=== Section Start ===

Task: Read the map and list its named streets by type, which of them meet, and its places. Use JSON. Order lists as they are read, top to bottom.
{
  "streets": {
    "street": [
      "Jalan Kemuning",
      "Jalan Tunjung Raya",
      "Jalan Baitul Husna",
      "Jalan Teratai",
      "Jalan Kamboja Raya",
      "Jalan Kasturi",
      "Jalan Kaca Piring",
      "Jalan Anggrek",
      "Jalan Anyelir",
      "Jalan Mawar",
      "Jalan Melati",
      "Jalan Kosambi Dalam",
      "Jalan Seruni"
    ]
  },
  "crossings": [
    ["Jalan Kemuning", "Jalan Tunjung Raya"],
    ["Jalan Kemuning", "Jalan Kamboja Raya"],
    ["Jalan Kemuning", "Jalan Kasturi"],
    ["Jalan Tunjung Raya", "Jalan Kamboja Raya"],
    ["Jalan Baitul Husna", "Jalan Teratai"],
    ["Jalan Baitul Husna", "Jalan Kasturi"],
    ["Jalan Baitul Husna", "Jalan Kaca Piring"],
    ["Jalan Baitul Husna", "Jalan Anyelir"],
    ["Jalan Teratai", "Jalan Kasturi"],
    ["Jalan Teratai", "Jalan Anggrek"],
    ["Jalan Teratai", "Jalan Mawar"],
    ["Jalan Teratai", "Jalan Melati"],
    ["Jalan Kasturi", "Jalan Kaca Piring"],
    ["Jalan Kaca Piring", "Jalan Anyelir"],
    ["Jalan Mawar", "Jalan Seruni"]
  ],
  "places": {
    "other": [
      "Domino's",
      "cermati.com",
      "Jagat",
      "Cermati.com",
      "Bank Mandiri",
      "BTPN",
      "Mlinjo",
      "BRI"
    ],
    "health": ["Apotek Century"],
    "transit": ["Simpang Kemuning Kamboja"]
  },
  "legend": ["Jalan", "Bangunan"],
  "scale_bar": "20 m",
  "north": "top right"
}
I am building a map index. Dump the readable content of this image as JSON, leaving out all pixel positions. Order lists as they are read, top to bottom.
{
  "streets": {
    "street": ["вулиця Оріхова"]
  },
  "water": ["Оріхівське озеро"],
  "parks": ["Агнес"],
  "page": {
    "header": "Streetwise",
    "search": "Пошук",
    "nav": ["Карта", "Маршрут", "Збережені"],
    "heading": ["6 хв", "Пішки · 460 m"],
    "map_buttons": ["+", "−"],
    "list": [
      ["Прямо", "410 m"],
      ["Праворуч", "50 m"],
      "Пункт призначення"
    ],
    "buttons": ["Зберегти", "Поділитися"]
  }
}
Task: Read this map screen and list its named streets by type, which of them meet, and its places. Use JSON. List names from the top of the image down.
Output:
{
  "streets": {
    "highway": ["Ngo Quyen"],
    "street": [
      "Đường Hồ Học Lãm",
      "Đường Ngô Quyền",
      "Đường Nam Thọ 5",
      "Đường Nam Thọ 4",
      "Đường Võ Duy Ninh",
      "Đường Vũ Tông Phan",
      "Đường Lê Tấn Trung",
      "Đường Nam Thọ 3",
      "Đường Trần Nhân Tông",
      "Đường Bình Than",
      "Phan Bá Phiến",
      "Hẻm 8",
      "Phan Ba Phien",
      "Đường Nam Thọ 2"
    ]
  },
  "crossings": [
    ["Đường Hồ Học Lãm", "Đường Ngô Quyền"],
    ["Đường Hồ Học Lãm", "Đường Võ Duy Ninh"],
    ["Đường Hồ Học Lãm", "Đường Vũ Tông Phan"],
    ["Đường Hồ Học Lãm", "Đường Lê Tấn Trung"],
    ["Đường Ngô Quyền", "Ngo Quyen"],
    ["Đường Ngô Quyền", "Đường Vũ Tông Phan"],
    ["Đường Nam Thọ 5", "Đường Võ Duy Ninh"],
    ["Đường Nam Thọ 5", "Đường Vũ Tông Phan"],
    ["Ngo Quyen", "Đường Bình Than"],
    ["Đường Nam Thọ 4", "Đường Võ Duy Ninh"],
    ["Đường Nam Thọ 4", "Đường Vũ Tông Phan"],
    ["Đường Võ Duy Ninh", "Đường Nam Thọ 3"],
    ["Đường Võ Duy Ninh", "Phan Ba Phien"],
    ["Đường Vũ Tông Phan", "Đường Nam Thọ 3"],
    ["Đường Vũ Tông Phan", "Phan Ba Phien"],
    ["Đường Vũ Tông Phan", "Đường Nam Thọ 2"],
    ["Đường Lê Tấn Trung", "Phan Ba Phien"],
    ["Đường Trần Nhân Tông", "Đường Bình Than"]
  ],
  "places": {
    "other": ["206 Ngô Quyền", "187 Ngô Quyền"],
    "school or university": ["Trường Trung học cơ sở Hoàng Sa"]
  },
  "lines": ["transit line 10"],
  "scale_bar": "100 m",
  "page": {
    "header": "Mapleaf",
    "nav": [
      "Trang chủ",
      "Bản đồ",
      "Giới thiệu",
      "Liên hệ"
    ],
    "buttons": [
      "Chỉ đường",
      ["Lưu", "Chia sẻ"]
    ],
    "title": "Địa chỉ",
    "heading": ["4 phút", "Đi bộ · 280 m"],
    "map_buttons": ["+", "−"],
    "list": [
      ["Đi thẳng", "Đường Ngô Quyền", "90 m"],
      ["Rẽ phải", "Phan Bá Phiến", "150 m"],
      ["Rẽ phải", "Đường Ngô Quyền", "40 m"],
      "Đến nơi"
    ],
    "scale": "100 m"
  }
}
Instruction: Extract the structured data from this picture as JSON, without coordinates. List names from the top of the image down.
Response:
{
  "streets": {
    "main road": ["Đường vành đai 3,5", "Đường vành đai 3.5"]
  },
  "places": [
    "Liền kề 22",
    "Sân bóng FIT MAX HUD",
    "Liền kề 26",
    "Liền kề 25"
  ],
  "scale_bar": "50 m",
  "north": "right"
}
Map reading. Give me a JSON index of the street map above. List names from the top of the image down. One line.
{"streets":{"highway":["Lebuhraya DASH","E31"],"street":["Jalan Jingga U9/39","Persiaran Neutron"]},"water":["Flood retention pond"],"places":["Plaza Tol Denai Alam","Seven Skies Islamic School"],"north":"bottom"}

=== Section End ===

Retype the material. Keep it exact.

Task: Read the map and list its named streets by type, which of them meet, and its places. Use JSON. Order lists as they are read, top to bottom.
{
  "streets": {
    "street": [
      "Jalan Kemuning",
      "Jalan Tunjung Raya",
      "Jalan Baitul Husna",
      "Jalan Teratai",
      "Jalan Kamboja Raya",
      "Jalan Kasturi",
      "Jalan Kaca Piring",
      "Jalan Anggrek",
      "Jalan Anyelir",
      "Jalan Mawar",
      "Jalan Melati",
      "Jalan Kosambi Dalam",
      "Jalan Seruni"
    ]
  },
  "crossings": [
    ["Jalan Kemuning", "Jalan Tunjung Raya"],
    ["Jalan Kemuning", "Jalan Kamboja Raya"],
    ["Jalan Kemuning", "Jalan Kasturi"],
    ["Jalan Tunjung Raya", "Jalan Kamboja Raya"],
    ["Jalan Baitul Husna", "Jalan Teratai"],
    ["Jalan Baitul Husna", "Jalan Kasturi"],
    ["Jalan Baitul Husna", "Jalan Kaca Piring"],
    ["Jalan Baitul Husna", "Jalan Anyelir"],
    ["Jalan Teratai", "Jalan Kasturi"],
    ["Jalan Teratai", "Jalan Anggrek"],
    ["Jalan Teratai", "Jalan Mawar"],
    ["Jalan Teratai", "Jalan Melati"],
    ["Jalan Kasturi", "Jalan Kaca Piring"],
    ["Jalan Kaca Piring", "Jalan Anyelir"],
    ["Jalan Mawar", "Jalan Seruni"]
  ],
  "places": {
    "other": [
      "Domino's",
      "cermati.com",
      "Jagat",
      "Cermati.com",
      "Bank Mandiri",
      "BTPN",
      "Mlinjo",
      "BRI"
    ],
    "health": ["Apotek Century"],
    "transit": ["Simpang Kemuning Kamboja"]
  },
  "legend": ["Jalan", "Bangunan"],
  "scale_bar": "20 m",
  "north": "top right"
}
I am building a map index. Dump the readable content of this image as JSON, leaving out all pixel positions. Order lists as they are read, top to bottom.
{
  "streets": {
    "street": ["вулиця Оріхова"]
  },
  "water": ["Оріхівське озеро"],
  "parks": ["Агнес"],
  "page": {
    "header": "Streetwise",
    "search": "Пошук",
    "nav": ["Карта", "Маршрут", "Збережені"],
    "heading": ["6 хв", "Пішки · 460 m"],
    "map_buttons": ["+", "−"],
    "list": [
      ["Прямо", "410 m"],
      ["Праворуч", "50 m"],
      "Пункт призначення"
    ],
    "buttons": ["Зберегти", "Поділитися"]
  }
}
Task: Read this map screen and list its named streets by type, which of them meet, and its places. Use JSON. List names from the top of the image down.
Output:
{
  "streets": {
    "highway": ["Ngo Quyen"],
    "street": [
      "Đường Hồ Học Lãm",
      "Đường Ngô Quyền",
      "Đường Nam Thọ 5",
      "Đường Nam Thọ 4",
      "Đường Võ Duy Ninh",
      "Đường Vũ Tông Phan",
      "Đường Lê Tấn Trung",
      "Đường Nam Thọ 3",
      "Đường Trần Nhân Tông",
      "Đường Bình Than",
      "Phan Bá Phiến",
      "Hẻm 8",
      "Phan Ba Phien",
      "Đường Nam Thọ 2"
    ]
  },
  "crossings": [
    ["Đường Hồ Học Lãm", "Đường Ngô Quyền"],
    ["Đường Hồ Học Lãm", "Đường Võ Duy Ninh"],
    ["Đường Hồ Học Lãm", "Đường Vũ Tông Phan"],
    ["Đường Hồ Học Lãm", "Đường Lê Tấn Trung"],
    ["Đường Ngô Quyền", "Ngo Quyen"],
    ["Đường Ngô Quyền", "Đường Vũ Tông Phan"],
    ["Đường Nam Thọ 5", "Đường Võ Duy Ninh"],
    ["Đường Nam Thọ 5", "Đường Vũ Tông Phan"],
    ["Ngo Quyen", "Đường Bình Than"],
    ["Đường Nam Thọ 4", "Đường Võ Duy Ninh"],
    ["Đường Nam Thọ 4", "Đường Vũ Tông Phan"],
    ["Đường Võ Duy Ninh", "Đường Nam Thọ 3"],
    ["Đường Võ Duy Ninh", "Phan Ba Phien"],
    ["Đường Vũ Tông Phan", "Đường Nam Thọ 3"],
    ["Đường Vũ Tông Phan", "Phan Ba Phien"],
    ["Đường Vũ Tông Phan", "Đường Nam Thọ 2"],
    ["Đường Lê Tấn Trung", "Phan Ba Phien"],
    ["Đường Trần Nhân Tông", "Đường Bình Than"]
  ],
  "places": {
    "other": ["206 Ngô Quyền", "187 Ngô Quyền"],
    "school or university": ["Trường Trung học cơ sở Hoàng Sa"]
  },
  "lines": ["transit line 10"],
  "scale_bar": "100 m",
  "page": {
    "header": "Mapleaf",
    "nav": [
      "Trang chủ",
      "Bản đồ",
      "Giới thiệu",
      "Liên hệ"
    ],
    "buttons": [
      "Chỉ đường",
      ["Lưu", "Chia sẻ"]
    ],
    "title": "Địa chỉ",
    "heading": ["4 phút", "Đi bộ · 280 m"],
    "map_buttons": ["+", "−"],
    "list": [
      ["Đi thẳng", "Đường Ngô Quyền", "90 m"],
      ["Rẽ phải", "Phan Bá Phiến", "150 m"],
      ["Rẽ phải", "Đường Ngô Quyền", "40 m"],
      "Đến nơi"
    ],
    "scale": "100 m"
  }
}
Instruction: Extract the structured data from this picture as JSON, without coordinates. List names from the top of the image down.
Response:
{
  "streets": {
    "main road": ["Đường vành đai 3,5", "Đường vành đai 3.5"]
  },
  "places": [
    "Liền kề 22",
    "Sân bóng FIT MAX HUD",
    "Liền kề 26",
    "Liền kề 25"
  ],
  "scale_bar": "50 m",
  "north": "right"
}
Map reading. Give me a JSON index of the street map above. List names from the top of the image down. One line.
{"streets":{"highway":["Lebuhraya DASH","E31"],"street":["Jalan Jingga U9/39","Persiaran Neutron"]},"water":["Flood retention pond"],"places":["Plaza Tol Denai Alam","Seven Skies Islamic School"],"north":"bottom"}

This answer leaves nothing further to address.